Mailly dénonce, Mailly refuse, Mailly s’oppose frontalement à la réforme des retraites. Mais il détaille à plaisir la hiérarchie des causes et des effets, les marches de l’argumentaire qu’il emploierait et emploiera dans de futures négociations. Il s’oppose, mais son regard appliqué attend le contradicteur bien plus que l’adversaire, cherche la faille logique sans pousser à la lutte. Il s’agit de refuser mais de ne pas affronter. Il s’agit de se distinguer des autres orateurs. La lutte n’y trouve pas son compte, la force collective en est amputée. FO ne se mettra pas plus dans le rouge que la CGT, d’ailleurs elle ne l’a pas fait au moment où les choses auraient pu facilement basculer vers un retournement général, en 1995 ou en 2003.
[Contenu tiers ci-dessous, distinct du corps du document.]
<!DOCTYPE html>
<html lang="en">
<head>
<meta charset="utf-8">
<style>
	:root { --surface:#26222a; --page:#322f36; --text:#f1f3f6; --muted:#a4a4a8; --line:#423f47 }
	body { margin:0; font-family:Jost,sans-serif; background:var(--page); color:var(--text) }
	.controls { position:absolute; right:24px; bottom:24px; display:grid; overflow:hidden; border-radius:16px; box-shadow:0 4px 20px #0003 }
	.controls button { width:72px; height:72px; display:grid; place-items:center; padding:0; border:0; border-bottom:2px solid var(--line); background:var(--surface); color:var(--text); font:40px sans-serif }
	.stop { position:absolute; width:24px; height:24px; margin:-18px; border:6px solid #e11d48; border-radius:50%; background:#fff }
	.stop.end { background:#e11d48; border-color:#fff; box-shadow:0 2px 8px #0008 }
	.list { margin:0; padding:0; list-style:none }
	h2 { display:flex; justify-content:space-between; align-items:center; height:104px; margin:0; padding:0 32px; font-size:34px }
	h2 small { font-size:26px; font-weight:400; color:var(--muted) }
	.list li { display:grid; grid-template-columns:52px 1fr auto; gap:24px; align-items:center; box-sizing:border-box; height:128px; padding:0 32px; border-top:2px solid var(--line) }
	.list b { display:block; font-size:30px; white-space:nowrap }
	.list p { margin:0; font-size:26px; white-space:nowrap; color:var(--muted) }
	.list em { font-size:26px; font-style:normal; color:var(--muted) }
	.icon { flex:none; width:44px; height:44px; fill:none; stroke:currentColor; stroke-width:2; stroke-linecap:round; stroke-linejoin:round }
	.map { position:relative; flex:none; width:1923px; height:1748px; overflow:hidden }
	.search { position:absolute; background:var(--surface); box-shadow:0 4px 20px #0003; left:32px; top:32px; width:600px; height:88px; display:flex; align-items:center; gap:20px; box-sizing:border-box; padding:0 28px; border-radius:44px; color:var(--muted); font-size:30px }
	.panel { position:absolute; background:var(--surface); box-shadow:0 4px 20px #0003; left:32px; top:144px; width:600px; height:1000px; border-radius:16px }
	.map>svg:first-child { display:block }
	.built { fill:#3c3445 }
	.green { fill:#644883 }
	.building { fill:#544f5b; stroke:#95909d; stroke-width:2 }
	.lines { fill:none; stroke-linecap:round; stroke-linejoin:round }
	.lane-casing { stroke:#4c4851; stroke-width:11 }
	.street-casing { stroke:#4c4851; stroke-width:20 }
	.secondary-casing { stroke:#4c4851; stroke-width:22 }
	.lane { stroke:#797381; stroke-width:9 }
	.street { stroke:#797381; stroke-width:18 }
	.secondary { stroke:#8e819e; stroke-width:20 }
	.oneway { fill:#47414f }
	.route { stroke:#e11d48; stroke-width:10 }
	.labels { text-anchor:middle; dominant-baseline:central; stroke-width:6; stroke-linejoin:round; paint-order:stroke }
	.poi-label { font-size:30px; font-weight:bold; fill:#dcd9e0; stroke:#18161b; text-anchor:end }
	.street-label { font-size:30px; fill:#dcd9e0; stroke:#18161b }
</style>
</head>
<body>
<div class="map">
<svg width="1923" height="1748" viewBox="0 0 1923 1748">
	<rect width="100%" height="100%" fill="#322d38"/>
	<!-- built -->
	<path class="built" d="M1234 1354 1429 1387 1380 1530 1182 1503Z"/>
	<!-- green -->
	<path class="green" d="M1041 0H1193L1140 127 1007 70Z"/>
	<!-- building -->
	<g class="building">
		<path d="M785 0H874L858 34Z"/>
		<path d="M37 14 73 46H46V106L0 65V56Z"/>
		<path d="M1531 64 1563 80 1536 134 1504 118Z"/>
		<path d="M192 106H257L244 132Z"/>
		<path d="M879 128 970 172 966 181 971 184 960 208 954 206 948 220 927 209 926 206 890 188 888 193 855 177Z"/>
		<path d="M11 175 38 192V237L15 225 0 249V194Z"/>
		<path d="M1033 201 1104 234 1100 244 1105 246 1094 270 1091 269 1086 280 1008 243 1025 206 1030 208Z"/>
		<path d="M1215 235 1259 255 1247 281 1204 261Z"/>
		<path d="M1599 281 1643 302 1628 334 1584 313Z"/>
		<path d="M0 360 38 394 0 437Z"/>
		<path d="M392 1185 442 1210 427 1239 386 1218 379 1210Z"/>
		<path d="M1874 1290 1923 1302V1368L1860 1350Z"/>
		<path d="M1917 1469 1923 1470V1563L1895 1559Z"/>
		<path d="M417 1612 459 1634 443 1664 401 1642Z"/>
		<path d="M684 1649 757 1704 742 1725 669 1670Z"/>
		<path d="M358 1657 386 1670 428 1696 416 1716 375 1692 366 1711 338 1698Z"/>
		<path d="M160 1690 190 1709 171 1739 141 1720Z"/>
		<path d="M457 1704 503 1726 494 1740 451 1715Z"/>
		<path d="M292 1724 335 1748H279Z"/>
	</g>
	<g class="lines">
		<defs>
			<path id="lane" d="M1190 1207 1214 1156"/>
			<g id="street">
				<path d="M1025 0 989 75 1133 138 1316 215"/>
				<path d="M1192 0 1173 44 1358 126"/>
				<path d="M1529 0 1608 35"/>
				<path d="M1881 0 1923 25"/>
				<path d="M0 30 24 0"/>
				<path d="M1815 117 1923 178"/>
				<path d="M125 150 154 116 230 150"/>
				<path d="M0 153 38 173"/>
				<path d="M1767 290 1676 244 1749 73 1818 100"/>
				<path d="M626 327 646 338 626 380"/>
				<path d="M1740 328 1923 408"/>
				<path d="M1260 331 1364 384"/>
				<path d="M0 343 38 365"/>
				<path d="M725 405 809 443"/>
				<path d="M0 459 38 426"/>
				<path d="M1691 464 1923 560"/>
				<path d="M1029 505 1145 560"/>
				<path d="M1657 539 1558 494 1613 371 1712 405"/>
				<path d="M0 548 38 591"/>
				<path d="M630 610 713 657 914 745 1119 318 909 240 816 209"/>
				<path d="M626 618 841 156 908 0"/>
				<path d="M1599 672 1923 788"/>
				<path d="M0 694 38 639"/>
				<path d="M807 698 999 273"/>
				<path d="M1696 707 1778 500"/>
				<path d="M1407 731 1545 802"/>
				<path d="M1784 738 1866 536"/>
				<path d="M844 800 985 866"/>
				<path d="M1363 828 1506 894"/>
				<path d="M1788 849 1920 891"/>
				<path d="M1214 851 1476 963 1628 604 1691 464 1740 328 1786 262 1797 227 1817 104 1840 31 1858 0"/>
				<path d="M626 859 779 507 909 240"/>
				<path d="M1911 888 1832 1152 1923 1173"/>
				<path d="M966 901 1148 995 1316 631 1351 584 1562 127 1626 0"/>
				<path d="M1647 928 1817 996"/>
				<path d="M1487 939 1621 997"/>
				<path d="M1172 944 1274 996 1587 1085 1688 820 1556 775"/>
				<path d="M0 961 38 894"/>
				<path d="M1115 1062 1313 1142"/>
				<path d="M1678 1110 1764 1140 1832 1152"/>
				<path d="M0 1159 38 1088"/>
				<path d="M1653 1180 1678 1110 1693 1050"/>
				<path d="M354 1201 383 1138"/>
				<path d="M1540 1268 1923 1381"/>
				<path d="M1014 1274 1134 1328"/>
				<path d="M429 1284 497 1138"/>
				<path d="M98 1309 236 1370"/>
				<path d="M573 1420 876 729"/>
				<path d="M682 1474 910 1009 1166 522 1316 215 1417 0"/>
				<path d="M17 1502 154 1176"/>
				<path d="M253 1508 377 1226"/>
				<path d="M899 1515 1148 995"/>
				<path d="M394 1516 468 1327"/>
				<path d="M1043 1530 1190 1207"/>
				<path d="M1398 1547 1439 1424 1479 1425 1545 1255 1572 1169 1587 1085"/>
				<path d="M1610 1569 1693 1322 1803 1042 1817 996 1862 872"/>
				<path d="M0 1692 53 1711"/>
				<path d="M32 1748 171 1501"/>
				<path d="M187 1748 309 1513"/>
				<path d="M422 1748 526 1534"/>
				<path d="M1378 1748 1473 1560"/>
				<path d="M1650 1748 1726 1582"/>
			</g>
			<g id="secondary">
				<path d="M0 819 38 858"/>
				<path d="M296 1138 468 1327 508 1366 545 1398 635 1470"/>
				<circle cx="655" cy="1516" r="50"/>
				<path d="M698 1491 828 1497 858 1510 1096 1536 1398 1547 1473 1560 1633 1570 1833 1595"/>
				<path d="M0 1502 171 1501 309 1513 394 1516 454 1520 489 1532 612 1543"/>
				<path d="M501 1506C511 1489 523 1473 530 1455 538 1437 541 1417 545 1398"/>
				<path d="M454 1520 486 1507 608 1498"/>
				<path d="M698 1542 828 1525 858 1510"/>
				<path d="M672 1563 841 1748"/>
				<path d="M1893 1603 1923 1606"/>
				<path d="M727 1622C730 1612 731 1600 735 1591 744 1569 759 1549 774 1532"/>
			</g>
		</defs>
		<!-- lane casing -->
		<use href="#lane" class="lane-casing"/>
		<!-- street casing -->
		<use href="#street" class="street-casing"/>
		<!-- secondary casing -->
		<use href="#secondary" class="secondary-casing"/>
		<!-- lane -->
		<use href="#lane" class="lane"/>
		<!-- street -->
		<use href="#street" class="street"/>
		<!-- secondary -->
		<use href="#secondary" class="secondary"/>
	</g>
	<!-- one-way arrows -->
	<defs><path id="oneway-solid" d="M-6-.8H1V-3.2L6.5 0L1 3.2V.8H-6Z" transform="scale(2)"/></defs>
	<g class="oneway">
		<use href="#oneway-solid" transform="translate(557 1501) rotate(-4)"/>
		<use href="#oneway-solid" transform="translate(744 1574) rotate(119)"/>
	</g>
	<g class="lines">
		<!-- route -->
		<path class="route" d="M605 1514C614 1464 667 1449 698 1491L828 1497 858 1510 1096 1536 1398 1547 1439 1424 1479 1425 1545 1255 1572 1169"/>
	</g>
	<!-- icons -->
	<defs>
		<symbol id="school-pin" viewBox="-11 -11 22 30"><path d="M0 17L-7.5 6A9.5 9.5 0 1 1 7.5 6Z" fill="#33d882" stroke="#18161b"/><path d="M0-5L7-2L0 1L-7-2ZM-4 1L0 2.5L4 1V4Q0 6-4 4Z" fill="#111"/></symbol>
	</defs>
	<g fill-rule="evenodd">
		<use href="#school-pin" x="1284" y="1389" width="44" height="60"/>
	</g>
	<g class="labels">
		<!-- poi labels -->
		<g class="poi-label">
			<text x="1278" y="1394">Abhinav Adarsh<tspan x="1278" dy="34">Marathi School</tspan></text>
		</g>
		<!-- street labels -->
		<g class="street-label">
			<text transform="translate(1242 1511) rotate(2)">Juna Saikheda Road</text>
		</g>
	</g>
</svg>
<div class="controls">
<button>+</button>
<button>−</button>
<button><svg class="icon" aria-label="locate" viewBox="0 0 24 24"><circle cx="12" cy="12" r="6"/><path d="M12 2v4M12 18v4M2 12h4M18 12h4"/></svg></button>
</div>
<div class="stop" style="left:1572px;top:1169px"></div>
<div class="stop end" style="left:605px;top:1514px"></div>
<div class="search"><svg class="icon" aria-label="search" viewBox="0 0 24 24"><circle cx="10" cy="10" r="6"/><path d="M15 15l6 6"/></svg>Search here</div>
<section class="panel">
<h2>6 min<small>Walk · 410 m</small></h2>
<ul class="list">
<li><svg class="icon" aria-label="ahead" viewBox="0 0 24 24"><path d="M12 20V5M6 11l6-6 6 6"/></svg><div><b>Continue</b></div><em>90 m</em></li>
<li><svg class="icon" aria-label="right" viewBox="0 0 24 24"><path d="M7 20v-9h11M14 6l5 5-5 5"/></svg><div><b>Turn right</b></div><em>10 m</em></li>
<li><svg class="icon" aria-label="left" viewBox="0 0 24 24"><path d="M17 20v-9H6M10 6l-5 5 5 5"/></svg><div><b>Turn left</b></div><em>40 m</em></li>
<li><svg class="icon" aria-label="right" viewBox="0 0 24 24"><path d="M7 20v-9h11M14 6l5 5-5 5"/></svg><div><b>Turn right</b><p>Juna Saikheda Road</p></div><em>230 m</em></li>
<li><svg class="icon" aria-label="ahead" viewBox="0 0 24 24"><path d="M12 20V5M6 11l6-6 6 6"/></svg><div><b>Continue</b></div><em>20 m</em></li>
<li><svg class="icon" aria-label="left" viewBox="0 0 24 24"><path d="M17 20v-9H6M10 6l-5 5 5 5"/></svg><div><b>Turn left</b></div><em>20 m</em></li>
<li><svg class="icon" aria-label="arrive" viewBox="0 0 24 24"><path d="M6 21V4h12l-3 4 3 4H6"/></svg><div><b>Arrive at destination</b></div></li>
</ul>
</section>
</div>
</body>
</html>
Les signaux de retraite semblent bien gros de mauvais fruits. Aux dernières nouvelles, on prépare les sirènes et les banderoles tout en multipliant les concessions, les reculs. Chérèque vient de briser la dynamique unitaire possible en se satisfaisant soudainement des trois mesures de la réforme sur lesquelles le gouvernement envisageait quelques négociations. Thibault et lui déclarent qu’il est "impossible de débattre sur le fond avec ce gouvernement", ce qui est encore un appel au débat. Tous deux encore demandent la tête de Woerth, sans demander le retrait de la réforme.

Pendant ce temps dans les classes populaires ce seront des dizaines de milliers de gens qui se retrouveront très bientôt sans pouvoir s’offrir autre chose que la survie, après ce qu’on appelle un vie de travail. En attendant l’extension de l’effondrement social annoncé.